**Instructions for the task**.
Filter these entries, keeping only lines that hold the word "reading".
Segment Open
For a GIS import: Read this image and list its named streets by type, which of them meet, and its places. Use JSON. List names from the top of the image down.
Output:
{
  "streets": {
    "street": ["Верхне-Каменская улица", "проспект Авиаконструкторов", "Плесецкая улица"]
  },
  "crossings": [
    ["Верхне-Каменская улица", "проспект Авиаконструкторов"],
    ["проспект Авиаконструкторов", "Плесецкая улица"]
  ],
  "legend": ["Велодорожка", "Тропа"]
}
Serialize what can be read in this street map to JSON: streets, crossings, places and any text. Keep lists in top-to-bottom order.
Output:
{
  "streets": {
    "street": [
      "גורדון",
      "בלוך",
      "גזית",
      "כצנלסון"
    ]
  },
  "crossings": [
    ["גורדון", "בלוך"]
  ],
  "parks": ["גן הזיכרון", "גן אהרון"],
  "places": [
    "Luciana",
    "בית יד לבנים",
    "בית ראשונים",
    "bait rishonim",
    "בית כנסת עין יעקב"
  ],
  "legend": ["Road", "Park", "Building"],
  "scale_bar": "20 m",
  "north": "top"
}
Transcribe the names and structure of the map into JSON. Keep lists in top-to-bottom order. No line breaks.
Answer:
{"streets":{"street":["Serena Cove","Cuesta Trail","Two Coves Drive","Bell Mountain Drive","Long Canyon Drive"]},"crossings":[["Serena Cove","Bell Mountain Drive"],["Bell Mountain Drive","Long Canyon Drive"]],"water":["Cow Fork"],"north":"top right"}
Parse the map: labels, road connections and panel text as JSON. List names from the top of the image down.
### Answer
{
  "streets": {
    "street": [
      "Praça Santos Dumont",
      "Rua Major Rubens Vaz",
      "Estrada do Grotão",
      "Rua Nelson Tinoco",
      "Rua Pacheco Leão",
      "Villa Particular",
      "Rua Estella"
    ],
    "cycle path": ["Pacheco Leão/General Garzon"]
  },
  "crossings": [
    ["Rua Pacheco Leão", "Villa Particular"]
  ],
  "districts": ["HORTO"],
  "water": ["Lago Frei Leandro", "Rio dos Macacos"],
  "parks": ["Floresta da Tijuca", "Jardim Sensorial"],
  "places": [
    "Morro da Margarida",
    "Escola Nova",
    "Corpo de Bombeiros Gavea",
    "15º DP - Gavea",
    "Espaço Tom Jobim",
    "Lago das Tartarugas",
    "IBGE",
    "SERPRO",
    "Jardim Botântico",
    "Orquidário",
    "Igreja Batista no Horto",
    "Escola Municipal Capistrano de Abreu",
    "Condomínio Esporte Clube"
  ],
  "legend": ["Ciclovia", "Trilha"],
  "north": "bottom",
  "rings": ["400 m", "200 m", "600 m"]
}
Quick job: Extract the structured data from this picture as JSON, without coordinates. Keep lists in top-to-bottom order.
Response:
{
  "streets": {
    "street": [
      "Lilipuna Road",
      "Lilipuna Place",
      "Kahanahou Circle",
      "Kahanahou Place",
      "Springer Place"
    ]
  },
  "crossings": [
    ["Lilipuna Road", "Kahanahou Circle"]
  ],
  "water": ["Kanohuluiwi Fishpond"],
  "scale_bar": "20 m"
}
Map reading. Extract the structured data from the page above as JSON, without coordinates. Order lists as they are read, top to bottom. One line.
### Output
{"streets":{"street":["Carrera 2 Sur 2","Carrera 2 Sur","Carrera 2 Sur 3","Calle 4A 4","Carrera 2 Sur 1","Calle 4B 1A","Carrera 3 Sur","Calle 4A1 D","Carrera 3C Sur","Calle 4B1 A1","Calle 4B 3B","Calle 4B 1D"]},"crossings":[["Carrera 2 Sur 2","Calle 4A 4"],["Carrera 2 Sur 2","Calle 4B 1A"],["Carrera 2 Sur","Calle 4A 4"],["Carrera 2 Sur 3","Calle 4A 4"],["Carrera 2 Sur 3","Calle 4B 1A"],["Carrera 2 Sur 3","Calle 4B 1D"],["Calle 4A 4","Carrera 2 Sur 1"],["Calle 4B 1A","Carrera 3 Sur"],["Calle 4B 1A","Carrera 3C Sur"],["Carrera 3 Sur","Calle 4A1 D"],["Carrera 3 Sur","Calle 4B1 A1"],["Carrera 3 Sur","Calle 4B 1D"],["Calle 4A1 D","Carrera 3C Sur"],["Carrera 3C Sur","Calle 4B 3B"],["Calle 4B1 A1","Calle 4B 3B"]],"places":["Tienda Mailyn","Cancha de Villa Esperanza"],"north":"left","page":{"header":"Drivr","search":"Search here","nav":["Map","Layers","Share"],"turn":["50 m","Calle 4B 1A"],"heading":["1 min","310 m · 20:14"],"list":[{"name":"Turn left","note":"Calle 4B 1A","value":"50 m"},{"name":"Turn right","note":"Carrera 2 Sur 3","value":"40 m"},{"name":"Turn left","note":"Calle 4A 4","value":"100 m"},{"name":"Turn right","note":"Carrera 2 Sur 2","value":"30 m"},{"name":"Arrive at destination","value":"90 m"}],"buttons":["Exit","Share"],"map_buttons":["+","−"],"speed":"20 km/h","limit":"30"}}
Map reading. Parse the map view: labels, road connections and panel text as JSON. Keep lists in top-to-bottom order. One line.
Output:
Segment Closed
**Solution**.
Map reading. Extract the structured data from the page above as JSON, without coordinates. Order lists as they are read, top to bottom. One line.
Map reading. Parse the map view: labels, road connections and panel text as JSON. Keep lists in top-to-bottom order. One line.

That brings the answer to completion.